» **Required action**
Copy each line containing "Math" from the listing below.

# # # #

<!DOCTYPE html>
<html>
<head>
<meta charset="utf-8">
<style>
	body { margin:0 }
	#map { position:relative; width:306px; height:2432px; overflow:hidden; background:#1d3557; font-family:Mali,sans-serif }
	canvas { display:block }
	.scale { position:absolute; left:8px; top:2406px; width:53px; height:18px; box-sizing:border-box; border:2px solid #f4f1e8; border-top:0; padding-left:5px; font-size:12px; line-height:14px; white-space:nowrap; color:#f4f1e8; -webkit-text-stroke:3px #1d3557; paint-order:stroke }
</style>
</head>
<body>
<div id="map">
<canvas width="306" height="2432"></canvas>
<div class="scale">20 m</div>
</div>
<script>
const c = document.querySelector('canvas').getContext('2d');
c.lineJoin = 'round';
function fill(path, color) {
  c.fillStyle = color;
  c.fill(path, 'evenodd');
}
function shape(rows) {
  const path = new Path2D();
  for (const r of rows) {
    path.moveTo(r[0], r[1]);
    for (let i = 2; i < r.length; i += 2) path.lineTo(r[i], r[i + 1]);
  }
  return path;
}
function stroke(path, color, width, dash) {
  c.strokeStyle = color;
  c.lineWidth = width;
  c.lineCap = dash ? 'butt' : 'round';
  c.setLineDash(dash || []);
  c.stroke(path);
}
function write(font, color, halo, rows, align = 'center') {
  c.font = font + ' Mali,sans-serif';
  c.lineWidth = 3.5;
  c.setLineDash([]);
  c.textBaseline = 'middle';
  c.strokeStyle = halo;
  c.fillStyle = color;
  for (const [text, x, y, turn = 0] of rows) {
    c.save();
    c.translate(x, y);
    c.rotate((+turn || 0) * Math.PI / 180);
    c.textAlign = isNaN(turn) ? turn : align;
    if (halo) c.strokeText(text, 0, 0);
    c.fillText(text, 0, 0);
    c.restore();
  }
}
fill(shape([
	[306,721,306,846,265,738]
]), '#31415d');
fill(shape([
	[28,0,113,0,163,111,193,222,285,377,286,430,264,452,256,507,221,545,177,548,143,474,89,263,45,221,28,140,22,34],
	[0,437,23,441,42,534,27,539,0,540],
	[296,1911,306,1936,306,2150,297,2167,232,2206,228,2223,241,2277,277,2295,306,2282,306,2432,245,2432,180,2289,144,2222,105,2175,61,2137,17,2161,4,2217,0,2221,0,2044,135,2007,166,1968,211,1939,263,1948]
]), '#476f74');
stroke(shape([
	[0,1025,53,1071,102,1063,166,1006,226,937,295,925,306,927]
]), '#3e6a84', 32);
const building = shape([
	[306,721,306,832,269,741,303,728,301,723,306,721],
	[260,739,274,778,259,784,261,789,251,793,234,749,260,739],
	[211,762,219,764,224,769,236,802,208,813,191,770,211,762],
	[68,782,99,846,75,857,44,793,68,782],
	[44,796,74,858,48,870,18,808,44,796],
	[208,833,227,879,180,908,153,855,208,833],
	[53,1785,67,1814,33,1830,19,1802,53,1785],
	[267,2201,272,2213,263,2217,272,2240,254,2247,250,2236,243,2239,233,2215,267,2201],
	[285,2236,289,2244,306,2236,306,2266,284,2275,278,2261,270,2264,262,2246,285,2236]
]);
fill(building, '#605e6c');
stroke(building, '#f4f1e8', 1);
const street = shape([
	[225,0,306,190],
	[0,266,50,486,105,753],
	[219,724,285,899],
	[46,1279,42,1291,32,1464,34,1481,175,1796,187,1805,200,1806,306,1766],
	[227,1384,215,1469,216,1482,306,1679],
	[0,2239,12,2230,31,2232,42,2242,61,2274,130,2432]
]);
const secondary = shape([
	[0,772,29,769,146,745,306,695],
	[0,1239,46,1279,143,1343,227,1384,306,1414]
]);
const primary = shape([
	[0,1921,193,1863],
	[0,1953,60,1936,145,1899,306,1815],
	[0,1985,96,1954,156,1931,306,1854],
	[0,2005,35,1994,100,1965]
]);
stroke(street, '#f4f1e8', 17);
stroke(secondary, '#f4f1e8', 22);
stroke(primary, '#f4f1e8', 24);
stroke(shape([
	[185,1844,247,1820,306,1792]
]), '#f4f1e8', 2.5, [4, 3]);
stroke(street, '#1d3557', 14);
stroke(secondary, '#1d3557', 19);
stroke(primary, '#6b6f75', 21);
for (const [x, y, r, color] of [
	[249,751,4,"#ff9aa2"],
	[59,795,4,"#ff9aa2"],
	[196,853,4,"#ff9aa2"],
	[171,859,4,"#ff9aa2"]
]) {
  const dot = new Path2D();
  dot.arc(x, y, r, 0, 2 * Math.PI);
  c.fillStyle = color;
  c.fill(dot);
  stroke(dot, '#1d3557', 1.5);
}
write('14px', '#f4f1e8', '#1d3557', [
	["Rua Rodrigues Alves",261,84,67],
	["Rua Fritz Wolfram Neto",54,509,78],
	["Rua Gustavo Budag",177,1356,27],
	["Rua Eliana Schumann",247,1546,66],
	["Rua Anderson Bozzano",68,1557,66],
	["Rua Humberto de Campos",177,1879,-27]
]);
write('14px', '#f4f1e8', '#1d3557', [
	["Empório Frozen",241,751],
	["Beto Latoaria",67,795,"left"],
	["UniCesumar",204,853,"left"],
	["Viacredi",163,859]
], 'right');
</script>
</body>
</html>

# # # #

» **Answer box**
    c.rotate((+turn || 0) * Math.PI / 180);
  dot.arc(x, y, r, 0, 2 * Math.PI);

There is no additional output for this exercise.